--- DATASET ---

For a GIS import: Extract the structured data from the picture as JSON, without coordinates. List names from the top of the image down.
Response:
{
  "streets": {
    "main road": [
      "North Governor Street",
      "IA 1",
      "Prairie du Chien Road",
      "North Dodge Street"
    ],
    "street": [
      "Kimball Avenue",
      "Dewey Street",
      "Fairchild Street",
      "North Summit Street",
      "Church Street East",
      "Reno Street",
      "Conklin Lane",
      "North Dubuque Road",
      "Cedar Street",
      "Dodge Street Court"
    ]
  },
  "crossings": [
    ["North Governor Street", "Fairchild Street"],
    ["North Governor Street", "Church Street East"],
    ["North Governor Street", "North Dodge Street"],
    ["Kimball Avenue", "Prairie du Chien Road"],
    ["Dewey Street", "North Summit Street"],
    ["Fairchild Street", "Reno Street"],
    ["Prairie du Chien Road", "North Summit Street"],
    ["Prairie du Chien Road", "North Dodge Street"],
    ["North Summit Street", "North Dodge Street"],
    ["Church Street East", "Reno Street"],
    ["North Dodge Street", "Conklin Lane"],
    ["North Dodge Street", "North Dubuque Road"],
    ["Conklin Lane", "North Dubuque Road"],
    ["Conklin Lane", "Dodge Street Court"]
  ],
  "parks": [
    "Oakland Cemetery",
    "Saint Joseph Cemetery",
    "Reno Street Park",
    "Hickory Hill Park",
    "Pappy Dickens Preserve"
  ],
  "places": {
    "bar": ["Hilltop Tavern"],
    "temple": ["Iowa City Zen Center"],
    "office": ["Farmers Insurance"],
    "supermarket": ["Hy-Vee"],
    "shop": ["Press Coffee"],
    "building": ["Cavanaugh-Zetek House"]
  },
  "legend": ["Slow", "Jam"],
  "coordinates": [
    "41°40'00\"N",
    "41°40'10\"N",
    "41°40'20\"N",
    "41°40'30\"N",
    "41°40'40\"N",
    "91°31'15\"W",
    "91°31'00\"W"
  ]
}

---

Your answer should be the lines above that contain the word "coordinates", copied out.

For a GIS import: Extract the structured data from the picture as JSON, without coordinates. List names from the top of the image down.
  "coordinates": [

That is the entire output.